Task details — Counting only lines of the listing below that hold the word "relative", give the total and nothing else.

========

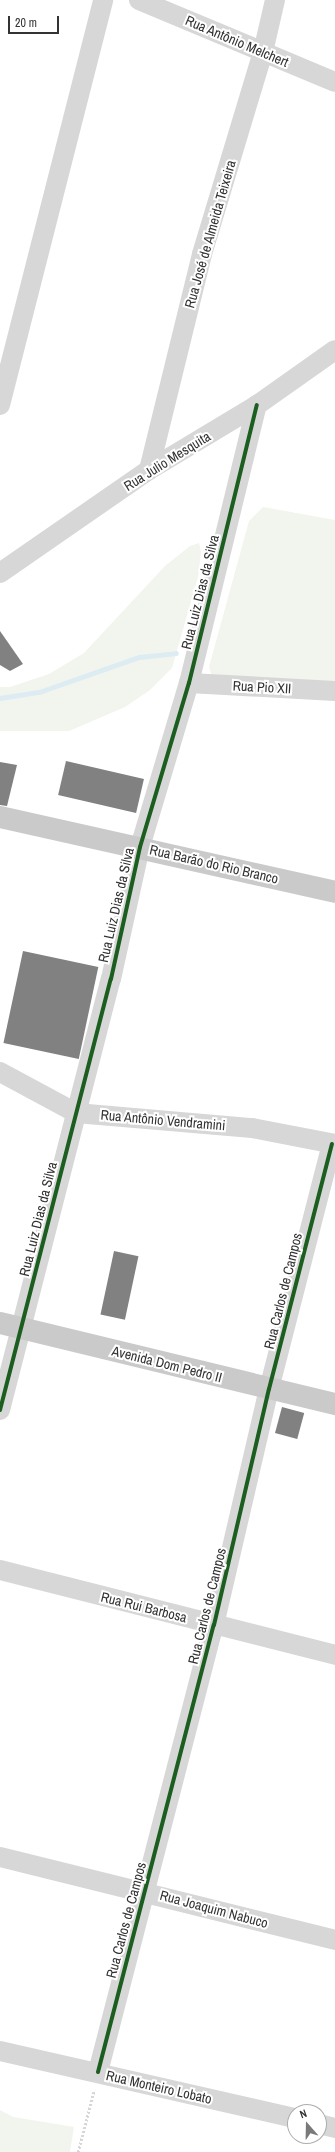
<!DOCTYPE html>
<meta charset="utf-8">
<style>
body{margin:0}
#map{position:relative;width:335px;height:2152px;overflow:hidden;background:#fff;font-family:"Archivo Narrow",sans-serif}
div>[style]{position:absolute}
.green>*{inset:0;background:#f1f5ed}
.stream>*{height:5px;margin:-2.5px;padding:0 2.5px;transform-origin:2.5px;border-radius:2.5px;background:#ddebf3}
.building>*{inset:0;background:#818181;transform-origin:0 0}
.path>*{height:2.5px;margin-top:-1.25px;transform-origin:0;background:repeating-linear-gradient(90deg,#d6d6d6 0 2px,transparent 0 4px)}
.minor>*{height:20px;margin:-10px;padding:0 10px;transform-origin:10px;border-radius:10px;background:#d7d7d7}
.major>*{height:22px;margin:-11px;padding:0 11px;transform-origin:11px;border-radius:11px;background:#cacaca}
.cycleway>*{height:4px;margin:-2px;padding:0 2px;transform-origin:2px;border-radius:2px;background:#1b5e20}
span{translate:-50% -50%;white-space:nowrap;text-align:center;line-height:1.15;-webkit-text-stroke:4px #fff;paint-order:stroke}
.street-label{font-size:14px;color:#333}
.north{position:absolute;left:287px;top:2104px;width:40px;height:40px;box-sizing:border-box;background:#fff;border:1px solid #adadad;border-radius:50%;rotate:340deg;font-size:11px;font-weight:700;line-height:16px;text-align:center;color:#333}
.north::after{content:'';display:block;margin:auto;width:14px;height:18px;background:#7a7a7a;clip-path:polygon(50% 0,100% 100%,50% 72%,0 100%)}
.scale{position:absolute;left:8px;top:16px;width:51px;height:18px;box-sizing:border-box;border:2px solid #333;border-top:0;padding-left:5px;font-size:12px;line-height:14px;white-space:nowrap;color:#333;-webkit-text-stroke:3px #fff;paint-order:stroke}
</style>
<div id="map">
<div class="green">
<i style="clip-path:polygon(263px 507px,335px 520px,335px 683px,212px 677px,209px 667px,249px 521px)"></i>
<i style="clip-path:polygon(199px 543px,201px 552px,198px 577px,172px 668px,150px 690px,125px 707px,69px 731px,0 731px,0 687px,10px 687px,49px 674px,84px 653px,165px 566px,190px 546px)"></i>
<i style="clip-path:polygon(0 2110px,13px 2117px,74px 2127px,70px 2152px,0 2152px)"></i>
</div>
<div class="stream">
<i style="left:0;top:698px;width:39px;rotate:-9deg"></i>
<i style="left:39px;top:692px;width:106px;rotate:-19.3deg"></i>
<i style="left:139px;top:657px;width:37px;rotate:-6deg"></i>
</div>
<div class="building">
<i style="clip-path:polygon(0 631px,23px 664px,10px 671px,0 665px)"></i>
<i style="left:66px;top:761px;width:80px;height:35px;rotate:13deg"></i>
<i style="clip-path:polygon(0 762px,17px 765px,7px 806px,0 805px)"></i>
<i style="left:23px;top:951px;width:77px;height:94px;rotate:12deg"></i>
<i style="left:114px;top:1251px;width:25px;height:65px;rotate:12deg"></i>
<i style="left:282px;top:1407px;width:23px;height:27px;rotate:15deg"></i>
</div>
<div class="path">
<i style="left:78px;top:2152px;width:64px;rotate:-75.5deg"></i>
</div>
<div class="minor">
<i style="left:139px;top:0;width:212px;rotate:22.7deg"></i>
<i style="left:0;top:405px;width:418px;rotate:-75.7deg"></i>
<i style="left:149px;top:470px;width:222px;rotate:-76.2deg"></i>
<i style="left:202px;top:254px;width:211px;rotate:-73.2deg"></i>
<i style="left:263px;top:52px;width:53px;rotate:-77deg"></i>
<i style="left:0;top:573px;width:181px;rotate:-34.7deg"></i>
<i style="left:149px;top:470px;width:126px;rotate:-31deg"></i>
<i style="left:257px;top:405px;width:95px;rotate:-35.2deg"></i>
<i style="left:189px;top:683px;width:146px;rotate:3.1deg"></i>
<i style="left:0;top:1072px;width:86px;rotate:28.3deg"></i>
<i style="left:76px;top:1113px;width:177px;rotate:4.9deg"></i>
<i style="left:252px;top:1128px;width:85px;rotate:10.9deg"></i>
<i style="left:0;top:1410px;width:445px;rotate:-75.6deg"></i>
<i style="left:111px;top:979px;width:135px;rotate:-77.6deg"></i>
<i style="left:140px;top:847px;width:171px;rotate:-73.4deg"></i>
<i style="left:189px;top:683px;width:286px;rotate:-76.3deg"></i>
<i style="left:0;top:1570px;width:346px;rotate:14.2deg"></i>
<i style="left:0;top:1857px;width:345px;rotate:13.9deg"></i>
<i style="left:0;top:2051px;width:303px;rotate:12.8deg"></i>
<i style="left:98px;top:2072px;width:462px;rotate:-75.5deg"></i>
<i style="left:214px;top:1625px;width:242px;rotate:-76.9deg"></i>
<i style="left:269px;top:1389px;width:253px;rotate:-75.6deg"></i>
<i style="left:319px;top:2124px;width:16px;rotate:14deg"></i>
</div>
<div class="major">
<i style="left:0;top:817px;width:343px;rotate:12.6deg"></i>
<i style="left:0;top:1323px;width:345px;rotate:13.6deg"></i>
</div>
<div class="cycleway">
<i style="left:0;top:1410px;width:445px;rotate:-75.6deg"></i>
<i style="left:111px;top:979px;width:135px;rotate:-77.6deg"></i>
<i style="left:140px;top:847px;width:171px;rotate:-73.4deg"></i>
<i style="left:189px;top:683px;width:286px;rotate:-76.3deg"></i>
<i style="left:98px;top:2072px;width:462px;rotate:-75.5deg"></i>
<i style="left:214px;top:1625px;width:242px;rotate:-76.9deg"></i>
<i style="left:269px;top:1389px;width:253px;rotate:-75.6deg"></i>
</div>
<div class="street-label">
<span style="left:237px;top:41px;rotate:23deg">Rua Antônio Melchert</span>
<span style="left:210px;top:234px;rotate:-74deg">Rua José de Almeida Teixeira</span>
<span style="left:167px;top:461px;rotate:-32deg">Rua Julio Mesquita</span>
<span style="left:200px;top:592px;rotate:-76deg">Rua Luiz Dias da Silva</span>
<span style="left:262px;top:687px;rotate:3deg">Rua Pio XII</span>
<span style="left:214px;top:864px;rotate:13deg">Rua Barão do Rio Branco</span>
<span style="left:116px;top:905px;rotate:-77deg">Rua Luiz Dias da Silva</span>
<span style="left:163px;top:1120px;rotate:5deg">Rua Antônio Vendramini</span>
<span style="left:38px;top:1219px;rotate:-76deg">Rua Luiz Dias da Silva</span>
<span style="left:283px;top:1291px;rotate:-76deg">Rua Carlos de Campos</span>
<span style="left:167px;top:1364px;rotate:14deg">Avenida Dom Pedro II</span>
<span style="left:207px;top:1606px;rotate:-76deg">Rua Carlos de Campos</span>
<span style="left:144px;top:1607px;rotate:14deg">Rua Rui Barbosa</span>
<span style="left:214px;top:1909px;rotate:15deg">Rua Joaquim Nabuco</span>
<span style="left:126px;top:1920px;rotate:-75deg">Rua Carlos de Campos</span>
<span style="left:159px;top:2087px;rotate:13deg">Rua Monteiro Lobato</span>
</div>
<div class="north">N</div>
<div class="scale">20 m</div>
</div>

========

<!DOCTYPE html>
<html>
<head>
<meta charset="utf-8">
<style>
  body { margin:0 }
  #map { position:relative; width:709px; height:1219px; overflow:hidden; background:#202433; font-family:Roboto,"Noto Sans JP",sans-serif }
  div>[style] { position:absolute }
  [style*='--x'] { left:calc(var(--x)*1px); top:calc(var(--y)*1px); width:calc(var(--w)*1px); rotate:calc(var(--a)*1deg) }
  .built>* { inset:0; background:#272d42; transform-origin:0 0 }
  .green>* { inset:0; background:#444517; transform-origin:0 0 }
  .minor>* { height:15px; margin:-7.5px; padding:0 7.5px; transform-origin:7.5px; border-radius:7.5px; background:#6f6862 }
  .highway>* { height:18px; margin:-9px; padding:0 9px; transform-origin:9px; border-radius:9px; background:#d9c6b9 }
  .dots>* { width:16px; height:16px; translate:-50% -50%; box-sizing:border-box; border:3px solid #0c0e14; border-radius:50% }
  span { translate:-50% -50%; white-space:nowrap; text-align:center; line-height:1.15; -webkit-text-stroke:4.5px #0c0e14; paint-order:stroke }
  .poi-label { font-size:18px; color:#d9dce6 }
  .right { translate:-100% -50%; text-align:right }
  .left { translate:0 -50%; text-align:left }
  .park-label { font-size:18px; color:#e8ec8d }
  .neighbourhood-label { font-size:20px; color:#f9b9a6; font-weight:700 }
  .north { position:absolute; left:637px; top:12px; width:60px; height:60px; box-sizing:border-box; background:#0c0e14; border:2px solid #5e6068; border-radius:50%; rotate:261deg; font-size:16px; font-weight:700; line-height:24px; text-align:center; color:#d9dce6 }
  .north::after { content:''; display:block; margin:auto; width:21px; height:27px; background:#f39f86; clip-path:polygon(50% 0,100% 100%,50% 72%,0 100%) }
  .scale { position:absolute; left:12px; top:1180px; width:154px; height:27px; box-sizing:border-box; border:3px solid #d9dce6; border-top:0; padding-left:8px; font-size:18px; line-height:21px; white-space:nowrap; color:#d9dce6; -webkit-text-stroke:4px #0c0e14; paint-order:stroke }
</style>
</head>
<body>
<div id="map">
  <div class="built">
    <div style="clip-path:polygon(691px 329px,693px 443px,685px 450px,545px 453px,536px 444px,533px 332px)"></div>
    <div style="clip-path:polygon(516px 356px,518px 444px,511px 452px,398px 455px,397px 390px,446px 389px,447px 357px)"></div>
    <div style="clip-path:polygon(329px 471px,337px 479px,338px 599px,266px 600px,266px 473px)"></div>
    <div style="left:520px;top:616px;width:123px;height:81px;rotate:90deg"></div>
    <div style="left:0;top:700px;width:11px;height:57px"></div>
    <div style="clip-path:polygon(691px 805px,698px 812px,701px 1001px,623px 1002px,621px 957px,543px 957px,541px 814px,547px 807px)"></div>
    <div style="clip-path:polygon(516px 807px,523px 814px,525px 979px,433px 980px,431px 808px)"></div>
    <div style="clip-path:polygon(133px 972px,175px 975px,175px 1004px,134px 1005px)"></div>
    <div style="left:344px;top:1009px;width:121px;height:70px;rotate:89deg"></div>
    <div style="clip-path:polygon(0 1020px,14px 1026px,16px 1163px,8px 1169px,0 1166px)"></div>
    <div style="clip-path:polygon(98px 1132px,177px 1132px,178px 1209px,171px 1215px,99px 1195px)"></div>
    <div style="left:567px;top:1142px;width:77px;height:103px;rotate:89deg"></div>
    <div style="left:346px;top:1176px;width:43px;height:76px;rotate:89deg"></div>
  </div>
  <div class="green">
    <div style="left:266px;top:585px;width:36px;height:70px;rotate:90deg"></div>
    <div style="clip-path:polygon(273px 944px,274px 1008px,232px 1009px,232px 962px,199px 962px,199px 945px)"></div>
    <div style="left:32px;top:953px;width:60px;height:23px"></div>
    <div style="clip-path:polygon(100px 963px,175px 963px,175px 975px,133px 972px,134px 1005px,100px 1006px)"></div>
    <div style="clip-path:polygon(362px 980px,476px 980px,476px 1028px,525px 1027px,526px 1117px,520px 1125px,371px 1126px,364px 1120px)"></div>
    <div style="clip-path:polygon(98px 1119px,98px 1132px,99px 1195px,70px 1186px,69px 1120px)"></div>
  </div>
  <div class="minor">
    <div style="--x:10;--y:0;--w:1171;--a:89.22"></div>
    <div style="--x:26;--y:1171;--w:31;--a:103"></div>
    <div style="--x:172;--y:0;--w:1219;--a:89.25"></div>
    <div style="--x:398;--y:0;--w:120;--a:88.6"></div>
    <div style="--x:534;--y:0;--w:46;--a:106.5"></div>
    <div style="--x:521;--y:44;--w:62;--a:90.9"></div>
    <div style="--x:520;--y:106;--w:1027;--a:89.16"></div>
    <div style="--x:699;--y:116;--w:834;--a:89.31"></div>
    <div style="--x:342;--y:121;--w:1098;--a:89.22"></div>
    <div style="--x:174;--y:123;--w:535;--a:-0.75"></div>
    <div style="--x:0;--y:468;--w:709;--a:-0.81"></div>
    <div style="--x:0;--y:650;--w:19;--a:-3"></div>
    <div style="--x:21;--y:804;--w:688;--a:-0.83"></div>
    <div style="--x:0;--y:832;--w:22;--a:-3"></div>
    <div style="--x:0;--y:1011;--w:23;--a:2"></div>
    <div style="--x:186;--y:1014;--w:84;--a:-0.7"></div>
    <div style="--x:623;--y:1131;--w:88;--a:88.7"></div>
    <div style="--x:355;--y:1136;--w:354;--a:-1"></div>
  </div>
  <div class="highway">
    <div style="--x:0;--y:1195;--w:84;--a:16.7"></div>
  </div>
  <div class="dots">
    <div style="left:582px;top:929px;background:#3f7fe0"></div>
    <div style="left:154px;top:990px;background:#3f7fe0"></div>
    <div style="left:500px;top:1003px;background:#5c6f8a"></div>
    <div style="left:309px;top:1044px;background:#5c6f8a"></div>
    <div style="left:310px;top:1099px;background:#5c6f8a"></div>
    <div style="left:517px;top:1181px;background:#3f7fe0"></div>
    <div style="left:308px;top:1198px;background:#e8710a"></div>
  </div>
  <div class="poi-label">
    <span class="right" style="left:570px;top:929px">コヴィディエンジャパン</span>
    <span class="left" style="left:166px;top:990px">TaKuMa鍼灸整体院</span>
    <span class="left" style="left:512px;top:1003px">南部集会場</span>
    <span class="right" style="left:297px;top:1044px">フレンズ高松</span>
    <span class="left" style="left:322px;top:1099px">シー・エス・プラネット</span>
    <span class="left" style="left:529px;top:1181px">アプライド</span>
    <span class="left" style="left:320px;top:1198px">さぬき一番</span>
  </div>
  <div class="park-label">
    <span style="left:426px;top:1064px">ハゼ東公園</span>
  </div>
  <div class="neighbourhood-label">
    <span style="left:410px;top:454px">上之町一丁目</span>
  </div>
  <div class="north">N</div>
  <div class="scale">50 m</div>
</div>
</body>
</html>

========

Exercise output — 2